At this point, your users have config files like:

{
    "api_key": "sk-123456",
    "debug": true
}

Step 2: Save and Load Functions

Let's create helper functions to work with config files:

import json
from pathlib import Path

def save_config(config: AppConfigV1, path: Path) -> None:
    """Save config to file with version metadata."""
    data = config.model_dump()
    data["_version"] = "1.0.0"

    with open(path, "w") as f:
        json.dump(data, f, indent=2)


def load_config(path: Path) -> AppConfigV1:
    """Load config from file."""
    with open(path) as f:
        data = json.load(f)

    # For now, just validate as v1
    return AppConfigV1.model_validate(data)

Key point: We're storing the version in the file (_version field) so we can migrate it later.

Step 3: Evolution - Adding Features

Six months later, you want to add new features:

  1. Remove the debug boolean - too simplistic
  2. Add a proper log_level with multiple options
  3. Add an api_endpoint for self-hosted users
from typing import Literal


# Version 2.0.0: Better logging and endpoint support
@manager.model("AppConfig", "2.0.0")
class AppConfigV2(BaseModel):
    """Improved configuration with better logging and endpoint control."""
    api_key: str
    log_level: Literal["DEBUG", "INFO", "WARNING", "ERROR"] = "INFO"
    api_endpoint: str = "https://api.example.com"

Step 4: Define the Migration

Now we need to transform v1 configs to v2 format:

@manager.migration("AppConfig", "1.0.0", "2.0.0")
def upgrade_to_v2(data: ModelData) -> ModelData:
    """Migrate v1 config to v2 format.

    Changes:
    - Remove 'debug' field
    - Add 'log_level' based on old debug value
    - Add 'api_endpoint' with default
    """
    # Convert debug boolean to log level
    log_level = "DEBUG" if data.get("debug", False) else "INFO"

    return {
        "api_key": data["api_key"],
        "log_level": log_level,
        "api_endpoint": "https://api.example.com",
    }

Key points:

  • Migration takes a ModelData (dict), returns a ModelData (dict)
  • We handle the debug field carefully (might not exist)
  • We provide sensible defaults for new fields

Step 5: Update Load Function

Now update the load function to handle both versions:

def load_config(path: Path) -> AppConfigV2:
    """Load config from file, migrating if necessary."""
    with open(path) as f:
        data = json.load(f)

    # Get version from file (default to 1.0.0 for old files)
    version = data.get("_version", "1.0.0")
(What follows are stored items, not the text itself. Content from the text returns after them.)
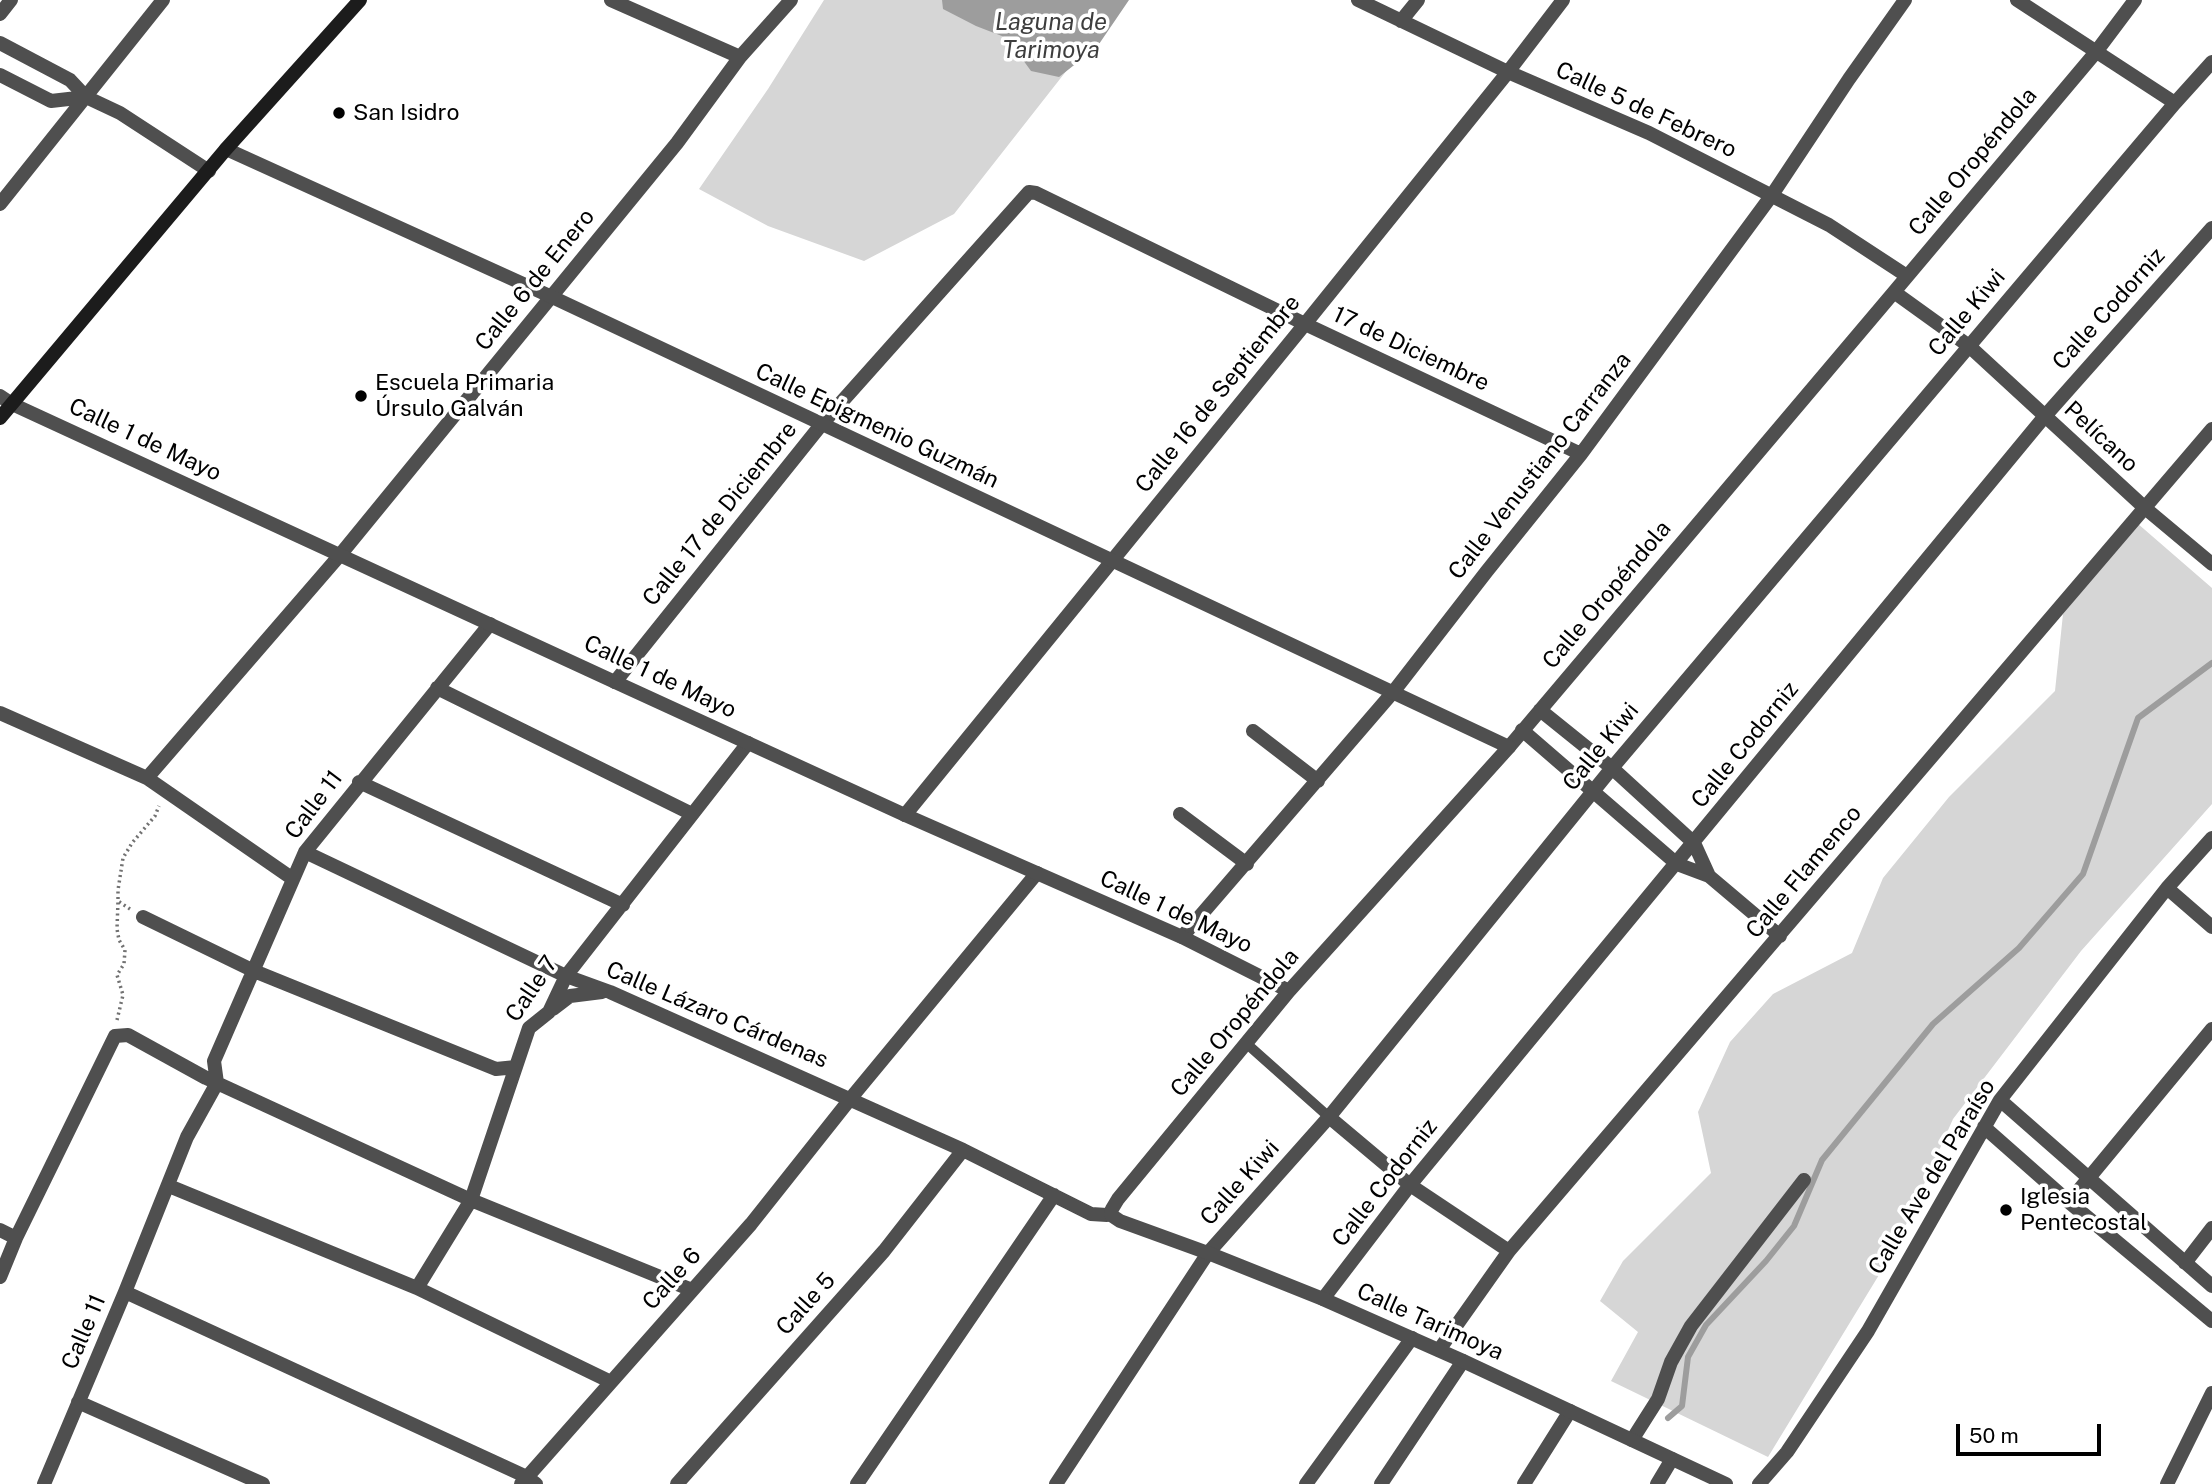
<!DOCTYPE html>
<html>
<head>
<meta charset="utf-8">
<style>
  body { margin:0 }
  #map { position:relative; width:2212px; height:1484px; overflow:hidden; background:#fff; font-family:"Public Sans",sans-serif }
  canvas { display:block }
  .scale { position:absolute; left:1956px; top:1424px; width:145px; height:32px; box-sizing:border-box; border:4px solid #000; border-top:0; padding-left:9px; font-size:21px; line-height:24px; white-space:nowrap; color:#000; -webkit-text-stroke:5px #fff; paint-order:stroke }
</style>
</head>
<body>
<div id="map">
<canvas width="2212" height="1484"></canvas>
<div class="scale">50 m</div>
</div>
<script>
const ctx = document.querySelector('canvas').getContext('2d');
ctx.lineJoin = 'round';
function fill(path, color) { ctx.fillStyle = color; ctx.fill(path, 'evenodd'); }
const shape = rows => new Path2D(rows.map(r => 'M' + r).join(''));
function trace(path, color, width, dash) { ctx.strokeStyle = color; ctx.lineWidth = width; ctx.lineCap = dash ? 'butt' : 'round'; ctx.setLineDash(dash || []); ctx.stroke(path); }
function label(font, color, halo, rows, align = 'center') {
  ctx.font = font + ' "Public Sans",sans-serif'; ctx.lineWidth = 7; ctx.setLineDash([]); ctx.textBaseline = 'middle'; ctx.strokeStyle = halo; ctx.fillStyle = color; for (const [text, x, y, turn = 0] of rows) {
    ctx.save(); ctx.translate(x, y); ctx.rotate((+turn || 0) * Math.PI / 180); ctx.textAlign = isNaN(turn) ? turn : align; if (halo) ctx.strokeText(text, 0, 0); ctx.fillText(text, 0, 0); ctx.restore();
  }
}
fill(shape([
  [824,0,1122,0,954,214,864,261,768,226,699,189,768,89],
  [2137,523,2212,588,2212,804,2081,951,1953,1119,1896,1247,1768,1457,1611,1381,1638,1332,1600,1301,1623,1261,1711,1173,1698,1112,1730,1042,1773,994,1852,953,1883,878,1949,797,2055,691,2063,614]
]), '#d6d6d6');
fill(shape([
  [942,0,1129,0,1097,47,1059,77,1031,71,1007,38,976,26,943,9]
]), '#9d9d9d');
trace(shape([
  [1668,1418,1682,1406,1688,1357,1706,1325,1766,1261,1794,1226,1822,1160,1933,1024,2019,948,2083,874,2138,718,2212,663]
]), '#9d9d9d', 6);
trace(shape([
  [130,909,118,901,118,890,123,858,132,843,155,816,159,806],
  [117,1020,123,995,117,975,124,964,125,950,119,940,117,929,118,901]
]), '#717171', 3.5, [2, 3.5]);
trace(shape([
  [1247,1044,1329,1117]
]), '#4f4f4f', 10);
trace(shape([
  [611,0,740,57],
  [1358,0,1508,72,1649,133,1829,225,1907,276],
  [2017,0,2175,103],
  [0,14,11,0],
  [1401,21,1418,0],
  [0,43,70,80,86,97,120,113,209,171],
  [0,75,51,101,86,97],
  [0,204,163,0],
  [1894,292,1969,346,2145,508,2212,564],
  [615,682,821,425,1029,192,1036,193,1305,324,1581,454],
  [437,688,692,814],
  [1540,710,1612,768,1694,843,1709,876],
  [0,713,147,778,293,879],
  [1522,730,1677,864,1709,876,1780,936],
  [1253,731,1318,781],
  [1509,747,1894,292,2096,52,2135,0],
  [147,778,340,555,677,143,740,57,791,0],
  [359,782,623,905],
  [1180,814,1247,864],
  [905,815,1305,324,1508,72,1563,0],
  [305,852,566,976,610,992,963,1150,1091,1214,1107,1215,1111,1212],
  [2167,888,2212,927],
  [143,917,254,971,496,1069,516,1067],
  [1182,937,1394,691,1487,571,1581,454,1772,195,1849,79,1905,0],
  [553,1009,570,996,602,992],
  [2000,1100,2212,1286],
  [1329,1117,1410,1185,1509,1251],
  [1984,1127,2069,1202,2212,1321],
  [169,1186,417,1288,611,1382],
  [2069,1202,2212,1029],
  [0,1230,16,1238],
  [2185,1263,2212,1228],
  [0,1277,16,1238,115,1036,128,1035,206,1078,471,1200,692,1290],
  [417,1288,471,1200,529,1028,549,1012,566,976,748,743],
  [125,1292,527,1477,536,1484],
  [1323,1299,1410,1185,2045,416,2212,228],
  [1439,1350,1509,1251,2212,429],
  [78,1402,263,1484],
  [1632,1440,1658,1399,1671,1362,1691,1326,1804,1180],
  [44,1484,125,1292,187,1137,217,1083,214,1061,305,852,490,624],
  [521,1484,751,1224,851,1098,1037,873],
  [677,1484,884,1251,963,1150],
  [857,1484,1054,1195],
  [1056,1484,1208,1253,1329,1117,1612,768,2175,103,2212,62],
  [1306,1484,1412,1338],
  [1381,1484,1463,1361],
  [1524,1484,1570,1411],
  [1657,1484,1672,1459],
  [1759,1484,1787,1452,1868,1331,2000,1100,2167,888,2212,838],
  [2167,1484,2212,1393]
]), '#4f4f4f', 14);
trace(shape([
  [226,149,552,297,1509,747,1289,991,1118,1199,1112,1209,1111,1215,1120,1221,1208,1253,1323,1299,1463,1361,1726,1484],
  [0,396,12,404,615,682,905,815,1182,937,1289,991]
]), '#4f4f4f', 14);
trace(shape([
  [0,418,226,149,360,0]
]), '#1c1c1c', 14);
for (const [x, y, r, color] of [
  [339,113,7,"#000"],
  [361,396,7,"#000"],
  [2006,1210,7,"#000"]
]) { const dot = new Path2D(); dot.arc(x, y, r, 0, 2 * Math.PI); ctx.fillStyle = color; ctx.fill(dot); trace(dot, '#fff', 2.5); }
label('23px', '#000', '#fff', [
  ["Calle 5 de Febrero",1646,110,25],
  ["Calle Oropéndola",1973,162,-50],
  ["Calle 6 de Enero",535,280,-51],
  ["Calle Codorniz",2109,309,-48],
  ["Calle Kiwi",1967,313,-50],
  ["17 de Diciembre",1411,349,25],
  ["Calle 16 de Septiembre",1218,394,-51],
  ["Calle Epigmenio Guzmán",877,426,25],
  ["Pelícano",2101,437,43],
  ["Calle 1 de Mayo",145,440,25],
  ["Calle Venustiano Carranza",1540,466,-52],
  ["Calle 17 de Diciembre",720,514,-51],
  ["Calle Oropéndola",1607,595,-50],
  ["Calle 1 de Mayo",660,677,25],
  ["Calle Codorniz",1745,745,-51],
  ["Calle Kiwi",1601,747,-51],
  ["Calle 11",314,805,-53],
  ["Calle Flamenco",1804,872,-50],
  ["Calle 1 de Mayo",1176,912,25],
  ["Calle 7",532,989,-56],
  ["Calle Lázaro Cárdenas",717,1015,23],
  ["Calle Oropéndola",1235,1023,-50],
  ["Calle Ave del Paraíso",1932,1177,-59],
  ["Calle Kiwi",1240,1183,-48],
  ["Calle Codorniz",1385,1183,-52],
  ["Calle 6",672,1279,-48],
  ["Calle 5",806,1304,-48],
  ["Calle Tarimoya",1430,1322,24],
  ["Calle 11",84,1332,-67]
]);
label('23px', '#000', '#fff', [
  ["San Isidro",353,113],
  ["Escuela Primaria",375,383],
  ["Úrsulo Galván",375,409],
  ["Iglesia",2020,1197],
  ["Pentecostal",2020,1223]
], 'left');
label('italic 24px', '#3e3e3e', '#fff', [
  ["Laguna de",1051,23],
  ["Tarimoya",1051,51]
]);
</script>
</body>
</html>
    # Remove metadata before migration
    data.pop("_version", None)

    # Migrate to current version
    config = manager.migrate(
        data,
        "AppConfig",
        from_version=version,
        to_version="2.0.0"
    )

    return config

Step 6: Test the Migration

pyrmute includes built-in testing utilities to validate your migrations:

# Test the migration with various scenarios
results = manager.test_migration(
    "AppConfig",
    from_version="1.0.0",
    to_version="2.0.0",
    test_cases=[
        # (source_data, expected_output)
        (
            {"api_key": "sk-old", "debug": True},
            {
                "api_key": "sk-old",
                "log_level": "DEBUG",
                "api_endpoint": "https://api.example.com"
            }
        ),
        (
            {"api_key": "sk-test", "debug": False},
            {
                "api_key": "sk-test",
                "log_level": "INFO",
                "api_endpoint": "https://api.example.com"
            }
        ),
        # Test missing debug field
        (
            {"api_key": "sk-minimal"},
            {
                "api_key": "sk-minimal",
                "log_level": "INFO",
                "api_endpoint": "https://api.example.com"
            }
        ),
    ]
)

# Check results
if results.all_passed:
    print("✓ All migration tests passed!")
else:
    print(f"✗ {len(results.failures)} test(s) failed")
    for failure in results.failures:
        print(failure)

# Or use in test suites with pytest/unittest
results.assert_all_passed()  # Raises AssertionError if any failed

Key benefits of built-in testing:

  • Validates migration logic before production
  • Catches edge cases (missing fields, etc.)
  • Clear error messages showing expected vs actual
  • Works with pytest/unittest via assert_all_passed()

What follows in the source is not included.